## [Exercise prompt]
An exact copy of every record below is required, with the pictures left out.

## [Dataset excerpts]
·····
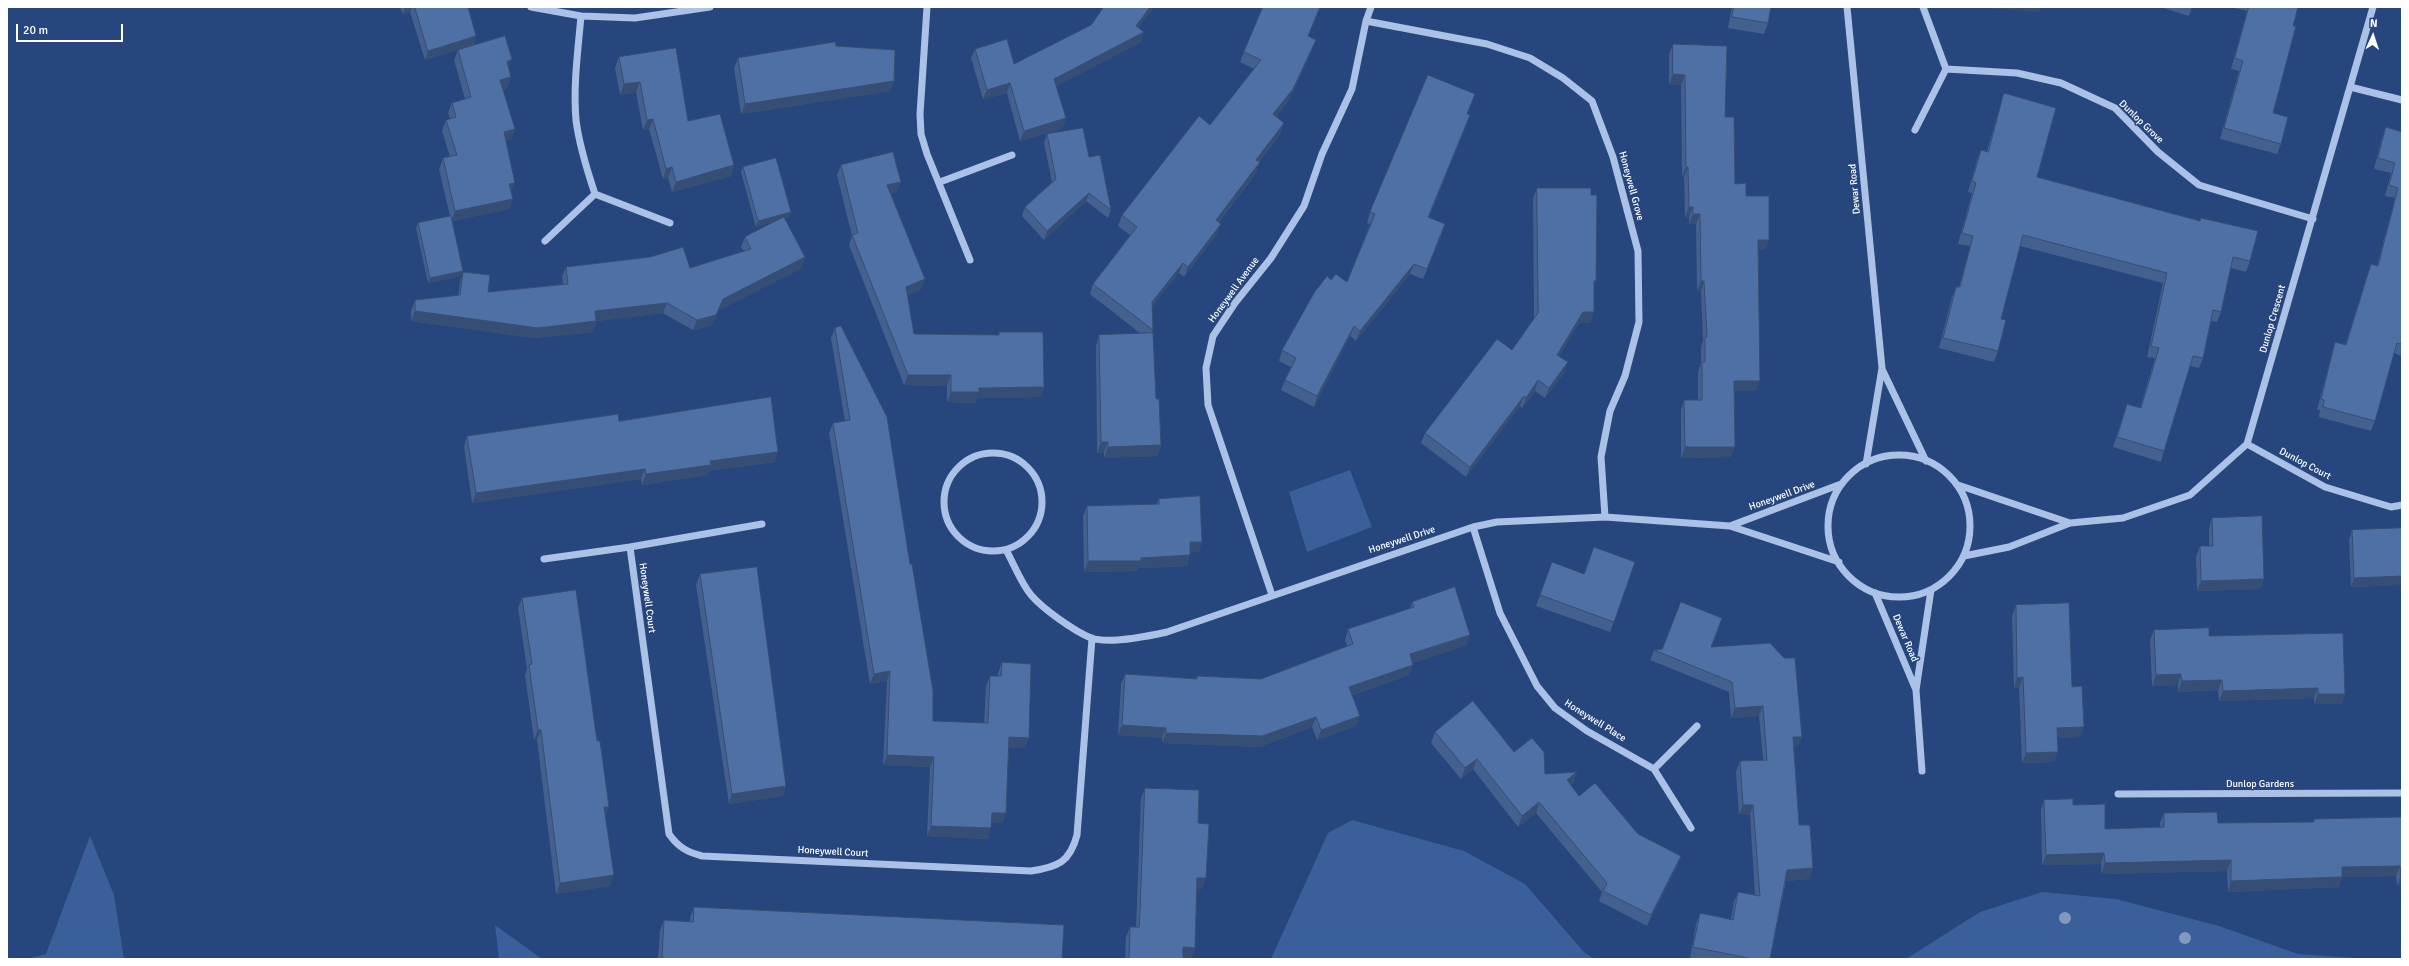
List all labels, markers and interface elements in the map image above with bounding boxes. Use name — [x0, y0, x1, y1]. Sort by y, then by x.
scale bar — [18, 16, 125, 42]
north arrow — [2353, 16, 2393, 56]
text: N — [2369, 17, 2378, 30]
text: 20 m — [23, 23, 48, 38]
street label: Dunlop Grove — [2116, 98, 2166, 146]
street label: Honeywell Grove — [1616, 150, 1646, 222]
street label: Dewar Road — [1847, 163, 1863, 215]
street label: Honeywell Avenue — [1206, 255, 1262, 325]
street label: Dunlop Crescent — [2258, 283, 2288, 355]
street label: Dunlop Court — [2277, 445, 2333, 483]
street label: Honeywell Drive — [1747, 478, 1817, 514]
street label: Honeywell Drive — [1367, 524, 1437, 556]
street label: Honeywell Court — [636, 562, 658, 634]
street label: Dewar Road — [1890, 612, 1920, 664]
street label: Honeywell Place — [1562, 697, 1628, 745]
street label: Dunlop Gardens — [2226, 778, 2294, 790]
street label: Honeywell Court — [797, 844, 869, 860]

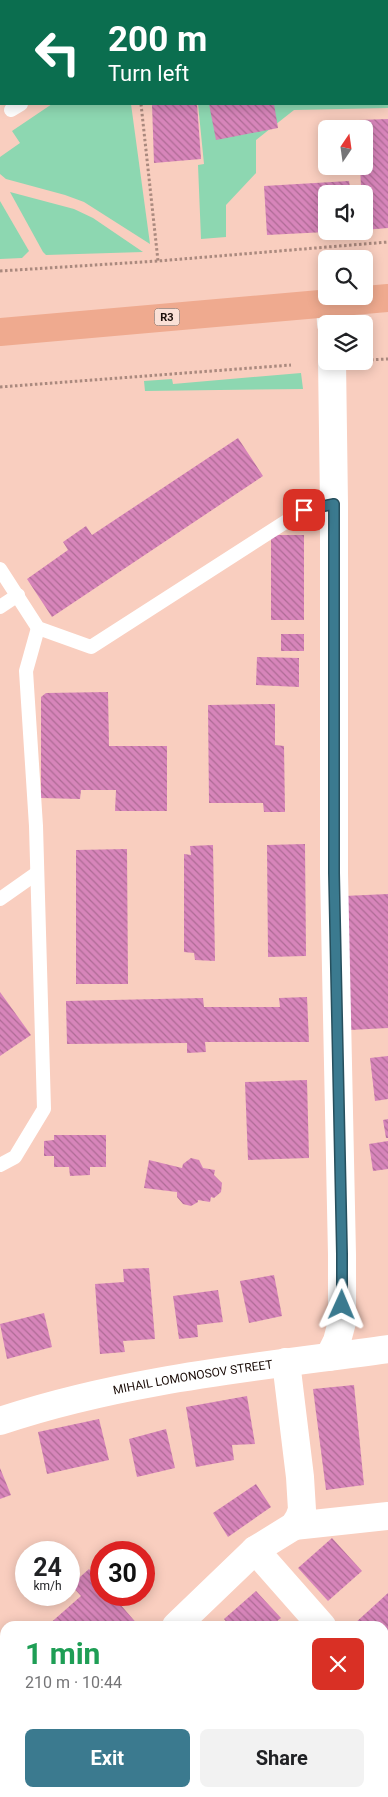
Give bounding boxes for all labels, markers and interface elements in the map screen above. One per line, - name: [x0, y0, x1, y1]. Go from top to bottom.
- text: 200 m: [108, 19, 207, 60]
- icon: left: [25, 20, 90, 85]
- text: Turn left: [108, 61, 189, 86]
- north arrow: [318, 120, 372, 175]
- map controls: [318, 120, 373, 370]
- button: sound: [318, 185, 373, 240]
- button: search: [318, 250, 373, 305]
- road number: R3: [154, 308, 180, 326]
- button: layers: [318, 315, 373, 370]
- pin: [283, 489, 325, 531]
- icon: arrive: [290, 496, 318, 524]
- position arrow: [315, 1278, 367, 1330]
- street label: MIHAIL LOMONOSOV STREET: [112, 1357, 273, 1397]
- speed limit sign: 30: [90, 1541, 155, 1606]
- text: 24: [33, 1553, 62, 1582]
- text: km/h: [33, 1579, 62, 1593]
- text: 1 min: [25, 1636, 100, 1671]
- button: close: [312, 1638, 364, 1690]
- text: 210 m · 10:44: [25, 1673, 122, 1692]
- button: Exit: [25, 1729, 190, 1787]
- button: Share: [200, 1729, 364, 1787]

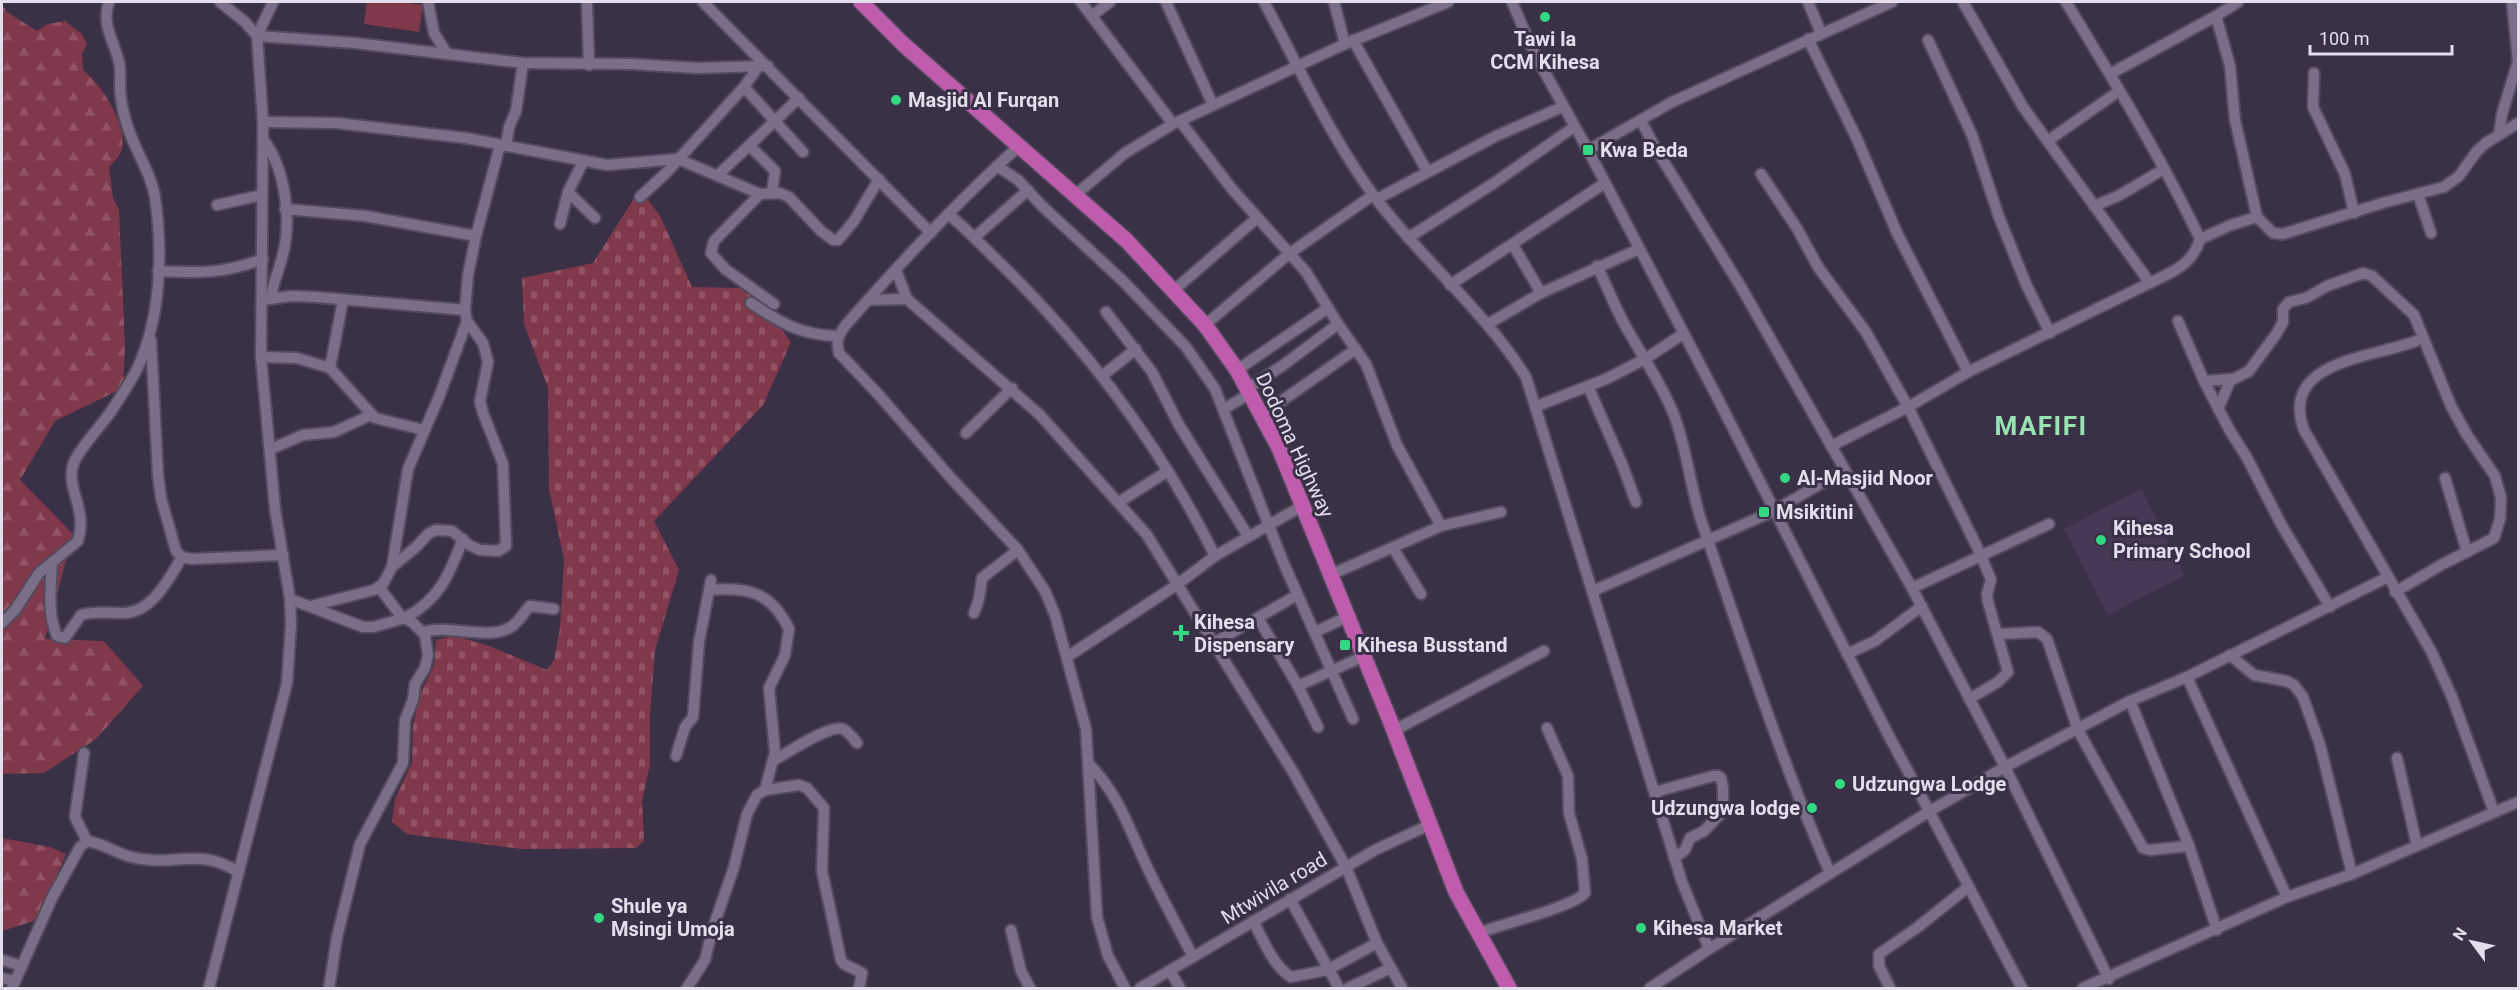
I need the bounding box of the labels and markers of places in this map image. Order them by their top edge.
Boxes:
·····
## [Your response]
List all labels, markers and interface elements in the map image above with bounding boxes. Use name — [x0, y0, x1, y1]. Sort by y, then by x.
scale bar — [18, 16, 125, 42]
north arrow — [2353, 16, 2393, 56]
text: N — [2369, 17, 2378, 30]
text: 20 m — [23, 23, 48, 38]
street label: Dunlop Grove — [2116, 98, 2166, 146]
street label: Honeywell Grove — [1616, 150, 1646, 222]
street label: Dewar Road — [1847, 163, 1863, 215]
street label: Honeywell Avenue — [1206, 255, 1262, 325]
street label: Dunlop Crescent — [2258, 283, 2288, 355]
street label: Dunlop Court — [2277, 445, 2333, 483]
street label: Honeywell Drive — [1747, 478, 1817, 514]
street label: Honeywell Drive — [1367, 524, 1437, 556]
street label: Honeywell Court — [636, 562, 658, 634]
street label: Dewar Road — [1890, 612, 1920, 664]
street label: Honeywell Place — [1562, 697, 1628, 745]
street label: Dunlop Gardens — [2226, 778, 2294, 790]
street label: Honeywell Court — [797, 844, 869, 860]

Give bounding boxes for all labels, markers and interface elements in the map screen above. One per line, - name: [x0, y0, x1, y1]. Go from top to bottom.
- text: 200 m: [108, 19, 207, 60]
- icon: left: [25, 20, 90, 85]
- text: Turn left: [108, 61, 189, 86]
- north arrow: [318, 120, 372, 175]
- map controls: [318, 120, 373, 370]
- button: sound: [318, 185, 373, 240]
- button: search: [318, 250, 373, 305]
- road number: R3: [154, 308, 180, 326]
- button: layers: [318, 315, 373, 370]
- pin: [283, 489, 325, 531]
- icon: arrive: [290, 496, 318, 524]
- position arrow: [315, 1278, 367, 1330]
- street label: MIHAIL LOMONOSOV STREET: [112, 1357, 273, 1397]
- speed limit sign: 30: [90, 1541, 155, 1606]
- text: 24: [33, 1553, 62, 1582]
- text: km/h: [33, 1579, 62, 1593]
- text: 1 min: [25, 1636, 100, 1671]
- button: close: [312, 1638, 364, 1690]
- text: 210 m · 10:44: [25, 1673, 122, 1692]
- button: Exit: [25, 1729, 190, 1787]
- button: Share: [200, 1729, 364, 1787]

I need the bounding box of the labels and markers of places in this map image. Order them by their top edge.
Boxes:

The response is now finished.